Summer’s First Vegetable Soup

Let’s Eat!

We jumped ahead of schedule, or maybe just jumped the shark, making this soup, as we had to work with a bunch of non-ordinary ingredient sources. In about a couple of more weeks, we will be able to make this with all fresh local ingredients. But sometimes you just can’t wait.

Ingredients

Chicken Stock

Crowder Peas

3 Ears of Fresh Corn

A small Onion

Butter Beans

Large can of Tomatoes

Salt and Pepper

Half of our ingredients were local, but the rest were scrounged for. We did have stock made from a locally grown chicken, which is unusual.
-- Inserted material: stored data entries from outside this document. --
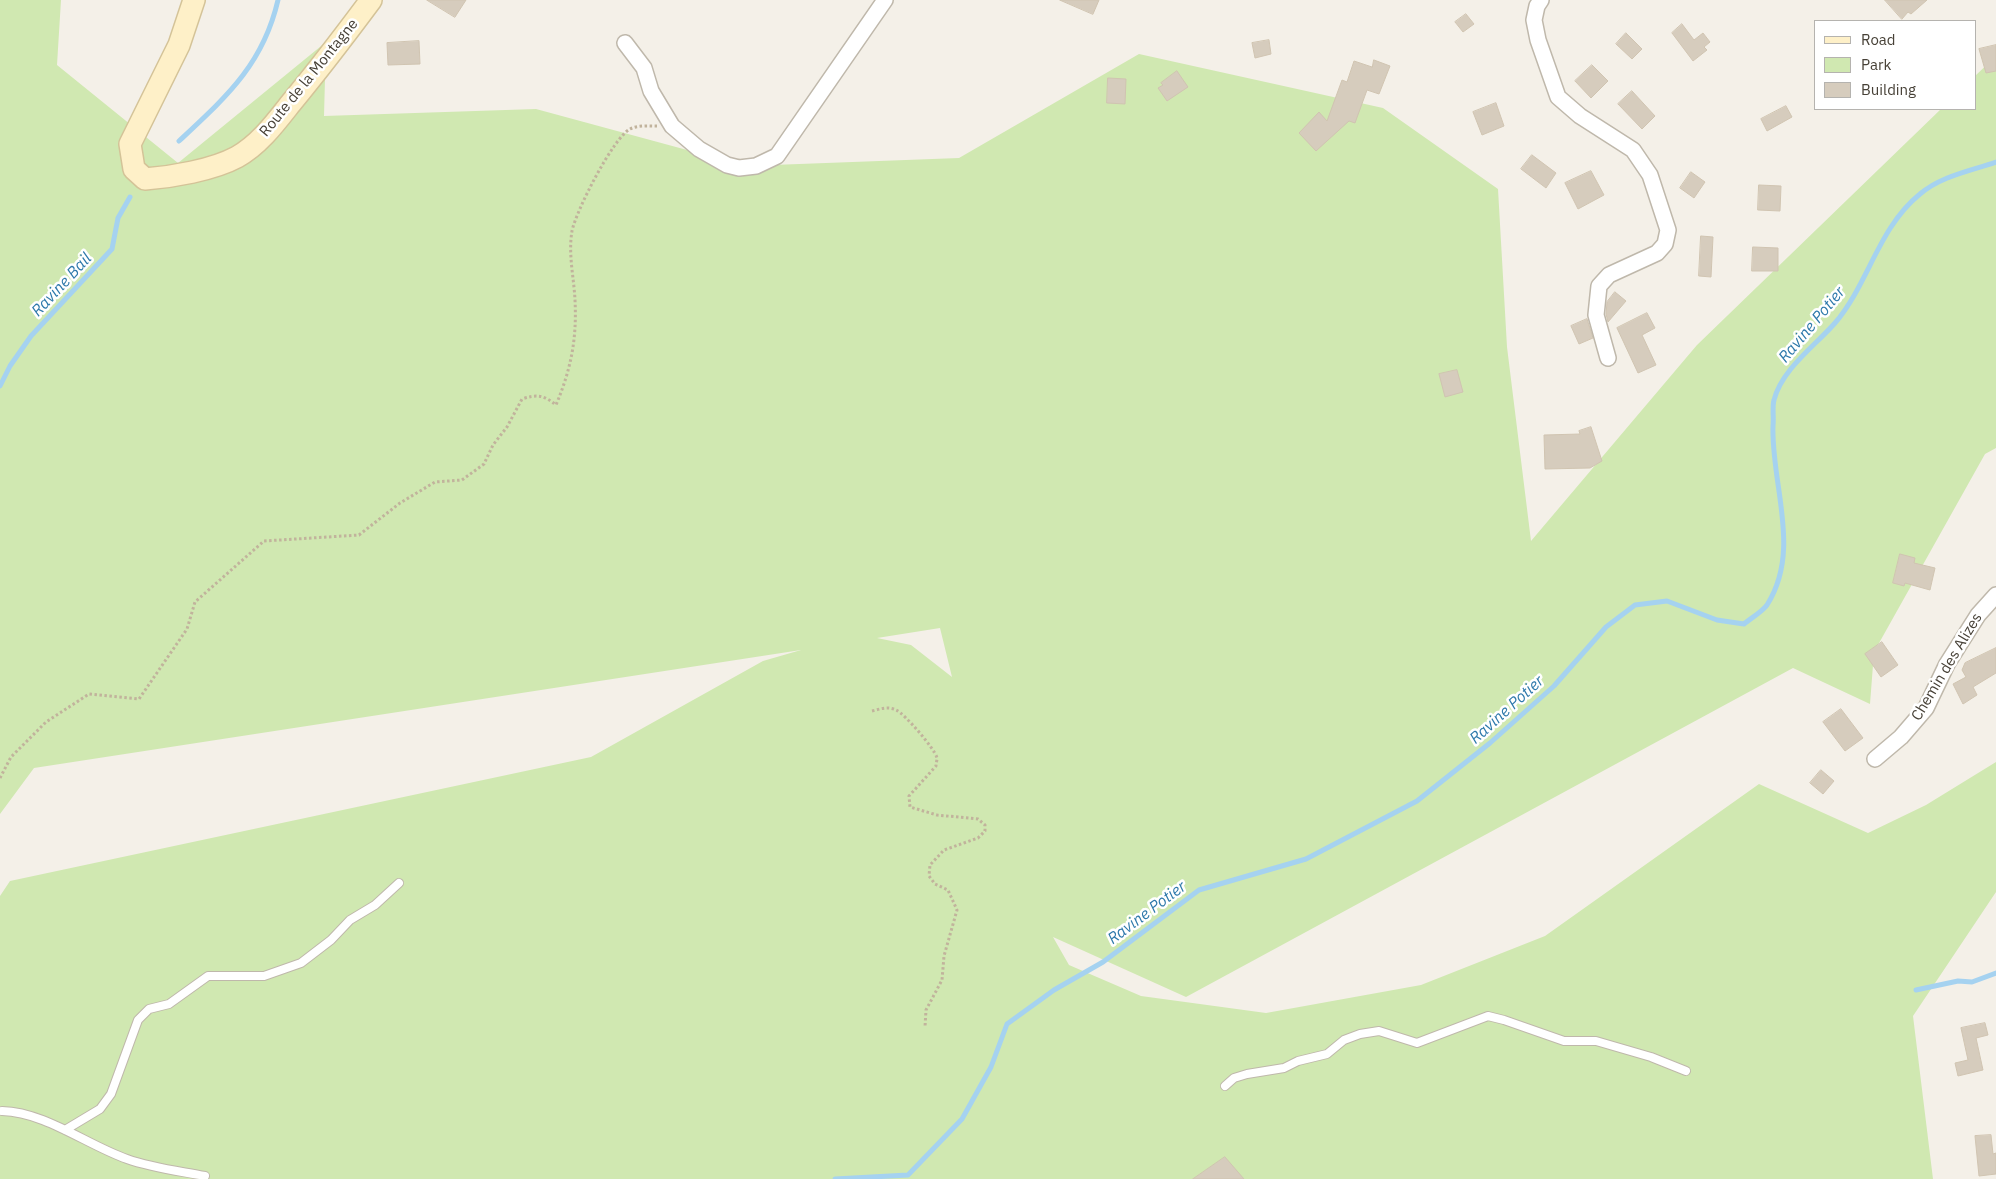 <!DOCTYPE html>
<html>
<head>
<meta charset="utf-8">
<style>
	body { margin:0 }
	#map { position:relative; width:1996px; height:1179px; overflow:hidden; background:#f4f0e8; font-family:"IBM Plex Sans",sans-serif }
	canvas { display:block }
	.legend { position:absolute; left:1814px; top:20px; width:162px; height:90px; box-sizing:border-box; background:#fff; border:1px solid #b5b3af; margin:0; padding:6px 9px; list-style:none; font-size:15px; color:#474137 }
	.legend li { display:flex; align-items:center; gap:10px; height:25px }
	.legend b { width:25px; border:1px solid #b5b3af }
</style>
</head>
<body>
<div id="map">
<canvas width="1996" height="1179"></canvas>
<ul class="legend">
<li><b style="height:6px;background:#fef0c8"></b>Road</li>
<li><b style="height:14px;background:#d0e8b1"></b>Park</li>
<li><b style="height:14px;background:#d6ccbd"></b>Building</li>
</ul>
</div>
<script>
const ctx = document.querySelector('canvas').getContext('2d');
ctx.lineJoin = 'round';
function paint(path, color) { ctx.fillStyle = color; ctx.fill(path, 'evenodd'); }
function trace(path, color, width, dash) { ctx.strokeStyle = color; ctx.lineWidth = width; ctx.lineCap = dash ? 'butt' : 'round'; ctx.setLineDash(dash || []); ctx.stroke(path); }
function label(font, color, halo, rows, align = 'center') {
  ctx.font = font + ' "IBM Plex Sans",sans-serif'; ctx.lineWidth = 5; ctx.setLineDash([]); ctx.textBaseline = 'middle'; ctx.strokeStyle = halo; ctx.fillStyle = color; for (const [text, x, y, turn = 0] of rows) {
    ctx.save(); ctx.translate(x, y); ctx.rotate((+turn || 0) * Math.PI / 180); ctx.textAlign = isNaN(turn) ? turn : align; if (halo) ctx.strokeText(text, 0, 0); ctx.fillText(text, 0, 0); ctx.restore();
  }
}
paint(new Path2D(`
	M0 0H61L57 65 178 163 326 42 324 116 536 109 746 166 959 158 1139 54 1383 108 1498 189 1507 347 1531 541 1697 345 1941 109H1975V76L1996 56V448L1985 454 1874 652 1870 704 1793 668 1186 997 1053 937 1069 965 1141 996 1266 1013 1421 985 1545 936 1759 784 1868 833 1926 805 1996 762V892L1913 1016 1933 1179H0V896L10 881 591 757 763 661 801 650 34 768 0 814ZM940 628 952 677 911 645 877 638Z`), '#d0e8b1');
trace(new Path2D(`
	M179 141C226 97 263 65 278 0
	M0 386 10 366 31 336 112 249 118 218 130 197
	M1916 990 1958 981 1972 982 1996 973
	M835 1179 908 1175 962 1119 991 1067 1007 1024 1054 990 1103 962 1199 890 1306 859 1417 801 1490 743 1554 686 1606 627 1635 605 1667 601 1717 620 1744 624C1751 618 1762 612 1767 605 1802 550 1771 485 1773 426 1774 418 1772 407 1774 400 1782 369 1815 346 1835 323 1869 283 1878 228 1920 194 1941 176 1970 171 1996 162`), '#a5d2f0', 5);
const building = new Path2D(`
	M427 0H466L455 17Z
	M1060 0H1099L1093 14Z
	M1885 0H1927L1911 14 1908 12 1902 19Z
	M1466 14 1474 24 1463 32 1455 22Z
	M1682 24 1694 40 1703 33 1710 42 1704 47 1707 50 1693 61 1672 33Z
	M1626 33 1642 49 1632 59 1616 44Z
	M1269 40 1271 54 1255 58 1252 43Z
	M419 41 420 64 388 65 387 43Z
	M1996 45V71L1986 73 1979 49Z
	M1374 60 1390 66 1379 94 1367 90 1355 123 1349 121 1316 151 1299 133 1319 112 1327 121 1342 80 1347 82 1354 61 1372 67Z
	M1592 65 1608 81 1591 98 1575 81Z
	M1177 71 1188 87 1167 101 1158 88 1163 85 1161 83Z
	M1108 78 1126 79 1125 104 1107 103Z
	M1632 91 1655 116 1642 129 1618 104Z
	M1496 103 1504 126 1482 135 1473 112Z
	M1786 106 1792 117 1767 131 1761 119Z
	M1532 155 1556 173 1546 188 1521 169Z
	M1591 171 1604 195 1578 209 1565 183Z
	M1691 172 1705 182 1694 198 1680 188Z
	M1759 185 1781 186 1780 211 1758 210Z
	M1701 236 1713 237 1711 277 1699 276Z
	M1753 247 1778 248V271H1752Z
	M1615 292 1626 301 1608 322 1606 314 1607 302Z
	M1647 313 1655 328 1642 335 1656 365 1638 373 1617 328Z
	M1587 319 1593 338 1579 344 1571 326Z
	M1457 370 1463 392 1445 397 1439 374Z
	M1591 427 1602 461 1590 468 1545 469 1544 435 1580 434 1579 431Z
	M1900 554 1915 558 1914 563 1935 568 1930 590 1905 583 1904 586 1893 583Z
	M1882 642 1898 665 1881 677 1865 654Z
	M1996 648V673L1973 687 1977 695 1963 704 1953 684 1966 677 1962 670 1965 663Z
	M1841 709 1863 738 1845 751 1823 722Z
	M1821 770 1834 781 1823 794 1810 783Z
	M1985 1023 1988 1035 1976 1038 1983 1070 1958 1076 1955 1063 1968 1060 1961 1028Z
	M1991 1135 1993 1154 1996 1153V1174L1979 1176 1975 1136Z
	M1225 1157 1244 1179H1193Z`);
paint(building, '#d6ccbd');
trace(building, '#d0c4b1', 1);
const service = new Path2D(`
	M1225 1086 1234 1078 1247 1074 1284 1068 1298 1061 1327 1054 1344 1040 1360 1034 1379 1031 1417 1043 1488 1016 1504 1020 1564 1041H1596L1651 1057 1686 1071
	M2 1111C45 1112 87 1145 127 1159 152 1168 179 1171 205 1176
	M65 1130 100 1109 111 1094 138 1020 149 1009 169 1004 208 976H264L301 963 331 940 350 920 375 905 399 883`);
const minor = new Path2D(`
	M1541 0 1537 6 1534 20 1538 40 1558 97 1580 116 1633 150 1650 175 1668 230 1665 244 1657 253 1609 275 1599 286 1596 315 1608 358
	M625 43 644 68 651 91 672 126 699 149 727 165 739 168 756 166 777 156 885 0
	M1875 759 1901 737 1926 708 1947 664 1978 615 1996 595`);
const secondary = new Path2D(`
	M194 0 179 45 130 144 134 169 145 179C172 177 213 170 237 157 259 145 276 122 291 103 319 69 345 35 371 0`);
trace(service, '#bfb8ab', 10);
trace(minor, '#bfb8ab', 18);
trace(secondary, '#d4c398', 24);
trace(new Path2D(`
	M872 711C880 709 888 706 896 710 904 713 935 749 937 758 937 761 936 763 936 766L909 796 910 807 937 815 978 819 985 825V831L978 838 944 850 930 865 929 876 935 884 948 890 957 910 944 956 942 980 926 1010 925 1027
	M0 778 11 757 46 722 89 694 139 699 187 629 195 602 264 541 359 535 400 503 435 482 462 480 484 464 493 445 507 427 522 399C537 394 544 395 556 405 571 369 577 339 575 300 574 278 568 254 572 231 576 211 613 138 630 129 638 125 648 126 657 126`), '#c1b39c', 3, [2.5, 2.5]);
trace(service, '#fff', 8);
trace(minor, '#fff', 15);
trace(secondary, '#fef0c8', 21);
label('15px', '#474137', '#fff', [
	["Route de la Montagne",309,78,-51],
	["Chemin des Alizes",1947,667,-59]
]);
label('italic 16px', '#2e79ab', '#fff', [
	["Ravine Bail",62,285,-47],
	["Ravine Potier",1812,325,-50],
	["Ravine Potier",1507,710,-42],
	["Ravine Potier",1147,913,-37]
]);
</script>
</body>
</html>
The corn was fresh from the Festhalle, and the butter beans were from there as well, but they were hiding in the dim reaches of our freezer. The okra was really excellent and fresh, again from the Festhalle market. Here’s where we go worldwide.

Crowder peas are not yet in season, and hard to find fresh anyway, so we used dried peas from the famous Camellia brand from New Orleans. New Orleans folks consume as many Fagioli (beans) as Tuscany, and this brand controlled 95% of the market. They are that good. Cook these first.

The onion was an organic onion from California, and the big can of tomatoes was organic as well, but they were San Marzanos from Italy. I just happened to have some cans of them in my pantry.

MJ and I enjoyed this with some fresh corn muffins, made with McEwen cornmeal.The leftover soup will be frozen for the winter. The left over muffins were devoured by our chickens.

Pink Eye Purple Hull Peas

Still More to Shell

Carolus Linnaeus was a great benefactor of mankind, who invented the system of binomial nomenclature of plants and animals. Now we know that Vigna unguiculata is not the same as green peas, though they share a common name. This particular pea was brought to the Americas by enslaved Africans, whose cultivation of it caught the eyes of the slaveholders. Cowpeas, as they are also known, were described by Thomas Jefferson in 1798 as a veg that “is very productive [and an] excellent food for man and beast.” 

This is a simple veg to cook, though it is starchy and takes some time. Water, salt, and some good seasoning meat, are all that is needed. This particular variety is the most popular, though the other varieties of cowpeas are remarkably different in taste and texture. If you see any cowpea for sale, buy them in bulk and freeze them, as frozen cowpeas are almost as good as fresh ones.